L’America di Trump minaccia dazi sui nostri prodotti, che possono penalizzare anche le industrie della meccanica agricola, che già nei primi tre mesi di quest’anno hanno visto un calo del 37% delle esportazioni negli Stati Uniti (fino a ieri il nostro primo mercato). La Cina, a fronte delle restrizioni commerciali americane, cerca nuovi sbocchi in Europa con un’imponente offerta di prodotti della meccanica a prezzi estremamente competitivi, tali da mettere in crisi le produzioni continentali.
L’industria italiana delle macchine agricole si trova insomma tra due fuochi e deve reagire con interventi a ogni livello. Dal potenziamento della ricerca e dell’innovazione per mantenere un vantaggio rispetto alla concorrenza, fino all’esplorazione di nuovi mercati emergenti.

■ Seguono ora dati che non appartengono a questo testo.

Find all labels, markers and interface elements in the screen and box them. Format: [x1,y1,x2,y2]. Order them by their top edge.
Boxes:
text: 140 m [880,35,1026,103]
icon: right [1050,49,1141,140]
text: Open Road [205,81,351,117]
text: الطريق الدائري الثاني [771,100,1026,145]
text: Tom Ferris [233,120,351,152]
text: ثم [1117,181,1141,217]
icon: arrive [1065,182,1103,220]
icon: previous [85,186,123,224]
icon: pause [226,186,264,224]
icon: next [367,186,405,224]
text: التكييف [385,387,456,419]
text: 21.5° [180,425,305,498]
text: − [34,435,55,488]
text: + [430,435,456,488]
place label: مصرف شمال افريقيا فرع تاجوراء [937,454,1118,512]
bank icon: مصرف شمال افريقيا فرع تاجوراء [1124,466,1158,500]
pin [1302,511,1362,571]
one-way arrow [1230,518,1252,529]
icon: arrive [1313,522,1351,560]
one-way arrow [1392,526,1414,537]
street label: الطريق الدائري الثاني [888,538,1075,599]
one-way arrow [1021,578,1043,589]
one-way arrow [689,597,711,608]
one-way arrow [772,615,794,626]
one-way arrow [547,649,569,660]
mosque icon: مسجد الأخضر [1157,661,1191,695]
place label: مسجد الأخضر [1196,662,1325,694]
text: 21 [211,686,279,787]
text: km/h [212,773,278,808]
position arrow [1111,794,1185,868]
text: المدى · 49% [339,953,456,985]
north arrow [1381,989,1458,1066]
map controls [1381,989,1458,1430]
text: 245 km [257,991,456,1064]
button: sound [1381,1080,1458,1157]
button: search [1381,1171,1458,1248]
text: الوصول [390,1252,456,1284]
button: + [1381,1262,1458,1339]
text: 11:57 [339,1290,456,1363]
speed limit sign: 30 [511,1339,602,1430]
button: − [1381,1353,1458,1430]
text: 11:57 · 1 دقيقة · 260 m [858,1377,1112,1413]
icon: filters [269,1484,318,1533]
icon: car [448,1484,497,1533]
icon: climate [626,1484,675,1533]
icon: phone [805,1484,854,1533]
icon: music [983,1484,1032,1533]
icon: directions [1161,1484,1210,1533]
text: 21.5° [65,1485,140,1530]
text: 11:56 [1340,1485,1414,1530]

Ma il rilancio dell’agromeccanica ha bisogno, prima di tutto, di una cornice politica forte nella quale inserirsi. L’Unione europea ha competenza esclusiva in materia di dazi, e questo rappresenta un primo scudo rispetto al rischio di una frammentazione delle politiche commerciali nazionali che finirebbe per indebolire i singoli Paesi. Ma l’Europa deve tornare protagonista anche ad altri livelli, per esempio rilanciando il proprio modello di agricoltura, altamente qualitativo ed ecocompatibile, che richiede tecnologie avanzate come appunto quelle prodotte nel continente. E potenziando gli incentivi per la meccanizzazione, anche attraverso l’azione del Cema, l’associazione europea dei costruttori.
Nell’ambito della Pac la meccanizzazione deve essere considerata un elemento strutturale, così che ogni intervento in agricoltura possa prevedere la diffusione di tecnologie specifiche.
La Pac rappresenta da oltre cinquant’anni un riferimento per l’economia del continente. Rappresenta un “patto” per lo sviluppo dell’agricoltura che mai come in questo momento merita di essere rinnovato e reso più forte.